On Thu, 6 May 2021 at 20:10, Andy Seaborne <[email protected]> wrote:

Hi there,

Showing the query would be helpful but some general remarks:

1/ If the query or the setup for Fuseki is needing more than the default heap size, then it might be that the Java JVM is getting into a state of heap exhaustion. This manifests as the CPU loading getting very high. It
will seem like nothing is happening (waiting for response).

2/ The query may be expensive.

Things to look for
* cross products - two parts of the query pattern that are not
connected.

{ ?s ?p ?o . ?a ?b ?c } is N-squared the size of the database.

* sort, spilling to disk or combined with a cross product the query.
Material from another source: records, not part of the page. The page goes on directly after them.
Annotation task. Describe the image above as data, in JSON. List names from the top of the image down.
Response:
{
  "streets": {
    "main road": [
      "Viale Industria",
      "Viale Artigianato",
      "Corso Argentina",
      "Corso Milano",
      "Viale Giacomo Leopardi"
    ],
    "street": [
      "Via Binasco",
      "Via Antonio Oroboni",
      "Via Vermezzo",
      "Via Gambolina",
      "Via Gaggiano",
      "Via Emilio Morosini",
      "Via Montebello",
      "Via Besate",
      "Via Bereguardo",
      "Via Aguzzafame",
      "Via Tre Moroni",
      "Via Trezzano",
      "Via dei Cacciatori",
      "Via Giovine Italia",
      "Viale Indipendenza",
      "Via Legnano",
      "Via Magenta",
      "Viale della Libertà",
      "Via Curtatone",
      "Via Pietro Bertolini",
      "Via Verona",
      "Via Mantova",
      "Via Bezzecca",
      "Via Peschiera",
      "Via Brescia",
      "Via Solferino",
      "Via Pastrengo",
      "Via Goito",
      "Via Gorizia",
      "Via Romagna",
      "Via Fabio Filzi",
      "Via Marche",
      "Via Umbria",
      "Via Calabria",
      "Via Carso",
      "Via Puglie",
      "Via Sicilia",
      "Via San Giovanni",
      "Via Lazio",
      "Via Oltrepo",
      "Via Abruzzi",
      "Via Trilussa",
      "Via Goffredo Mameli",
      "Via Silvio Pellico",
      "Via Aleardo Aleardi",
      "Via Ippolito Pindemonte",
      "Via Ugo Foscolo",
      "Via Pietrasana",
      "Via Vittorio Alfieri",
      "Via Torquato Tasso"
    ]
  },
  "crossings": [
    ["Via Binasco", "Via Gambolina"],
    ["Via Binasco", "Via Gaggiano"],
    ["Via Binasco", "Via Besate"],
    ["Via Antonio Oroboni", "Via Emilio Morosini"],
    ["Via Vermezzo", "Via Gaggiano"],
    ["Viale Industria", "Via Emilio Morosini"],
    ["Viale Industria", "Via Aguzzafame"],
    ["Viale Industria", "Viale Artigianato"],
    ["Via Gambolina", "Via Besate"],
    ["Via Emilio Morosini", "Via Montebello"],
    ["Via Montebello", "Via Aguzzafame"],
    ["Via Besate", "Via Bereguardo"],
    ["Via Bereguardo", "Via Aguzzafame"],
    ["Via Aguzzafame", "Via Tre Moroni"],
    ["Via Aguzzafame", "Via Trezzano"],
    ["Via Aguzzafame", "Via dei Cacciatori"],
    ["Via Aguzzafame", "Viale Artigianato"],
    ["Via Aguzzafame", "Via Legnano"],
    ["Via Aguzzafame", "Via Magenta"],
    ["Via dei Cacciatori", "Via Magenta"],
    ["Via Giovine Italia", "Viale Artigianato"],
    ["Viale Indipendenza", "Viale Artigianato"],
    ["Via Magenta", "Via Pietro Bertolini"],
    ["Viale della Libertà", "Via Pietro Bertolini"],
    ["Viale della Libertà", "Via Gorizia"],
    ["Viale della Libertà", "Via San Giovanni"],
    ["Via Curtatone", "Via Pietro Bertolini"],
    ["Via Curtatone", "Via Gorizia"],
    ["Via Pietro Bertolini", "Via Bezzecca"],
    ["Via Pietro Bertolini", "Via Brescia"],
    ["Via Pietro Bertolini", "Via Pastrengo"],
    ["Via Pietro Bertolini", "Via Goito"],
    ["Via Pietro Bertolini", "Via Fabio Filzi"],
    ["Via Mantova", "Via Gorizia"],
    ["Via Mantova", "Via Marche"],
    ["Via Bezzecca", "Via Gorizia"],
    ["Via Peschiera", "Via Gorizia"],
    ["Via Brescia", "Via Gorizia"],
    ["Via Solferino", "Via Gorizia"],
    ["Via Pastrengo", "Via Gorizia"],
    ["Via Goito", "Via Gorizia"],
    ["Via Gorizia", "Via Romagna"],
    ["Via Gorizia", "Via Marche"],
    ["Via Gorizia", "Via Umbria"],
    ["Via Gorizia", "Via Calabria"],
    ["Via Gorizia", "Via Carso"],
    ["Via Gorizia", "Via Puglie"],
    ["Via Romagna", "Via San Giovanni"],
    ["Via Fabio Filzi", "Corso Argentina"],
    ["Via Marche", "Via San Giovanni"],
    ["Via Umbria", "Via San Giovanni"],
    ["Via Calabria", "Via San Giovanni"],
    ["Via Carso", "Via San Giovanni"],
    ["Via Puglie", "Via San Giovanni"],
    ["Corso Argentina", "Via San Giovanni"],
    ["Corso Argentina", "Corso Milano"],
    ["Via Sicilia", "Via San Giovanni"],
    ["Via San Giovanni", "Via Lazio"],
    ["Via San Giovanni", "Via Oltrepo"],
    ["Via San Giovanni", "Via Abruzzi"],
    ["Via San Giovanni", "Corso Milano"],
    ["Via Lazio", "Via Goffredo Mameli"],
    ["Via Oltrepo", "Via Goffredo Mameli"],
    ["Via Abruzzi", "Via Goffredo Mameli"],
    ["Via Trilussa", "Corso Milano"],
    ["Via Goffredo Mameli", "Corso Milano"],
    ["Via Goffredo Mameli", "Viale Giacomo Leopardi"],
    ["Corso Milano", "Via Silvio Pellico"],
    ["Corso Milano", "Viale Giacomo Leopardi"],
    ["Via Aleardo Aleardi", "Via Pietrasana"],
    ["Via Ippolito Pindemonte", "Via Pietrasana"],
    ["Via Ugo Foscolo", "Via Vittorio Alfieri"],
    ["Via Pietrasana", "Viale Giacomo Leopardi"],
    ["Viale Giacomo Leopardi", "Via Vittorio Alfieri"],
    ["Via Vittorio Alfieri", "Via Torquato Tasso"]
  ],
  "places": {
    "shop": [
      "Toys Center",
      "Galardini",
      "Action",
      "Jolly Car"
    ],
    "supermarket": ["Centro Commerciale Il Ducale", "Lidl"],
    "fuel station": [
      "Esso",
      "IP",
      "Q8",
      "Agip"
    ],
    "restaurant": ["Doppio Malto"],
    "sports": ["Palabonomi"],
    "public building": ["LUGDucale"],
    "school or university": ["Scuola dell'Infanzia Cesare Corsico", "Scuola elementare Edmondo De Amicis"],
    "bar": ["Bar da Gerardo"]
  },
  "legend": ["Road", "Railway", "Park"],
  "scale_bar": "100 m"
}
3/ If no results are coming back, then the query is form that does not
stream back - sort, or CONSTRUCT maybe.

There was a useful presentation recently that talks about the principles
of query efficiency.

SPARQL Query Optimization with Pavel Klinov
https://www.youtube.com/watch?v=16eMswT2x2Y

More inline:

On 06/05/2021 09:54, Martin Van Aken wrote:
Hi!
I'm Martin, I'm a software developer new to the Triples/SPARQL world.
I'm
currently building queries against a Fuseki/TDB backend (that I can
work
on
too) and I'm getting into significant performance problems (including
never
ending queries).

Are updates also happening at the same time?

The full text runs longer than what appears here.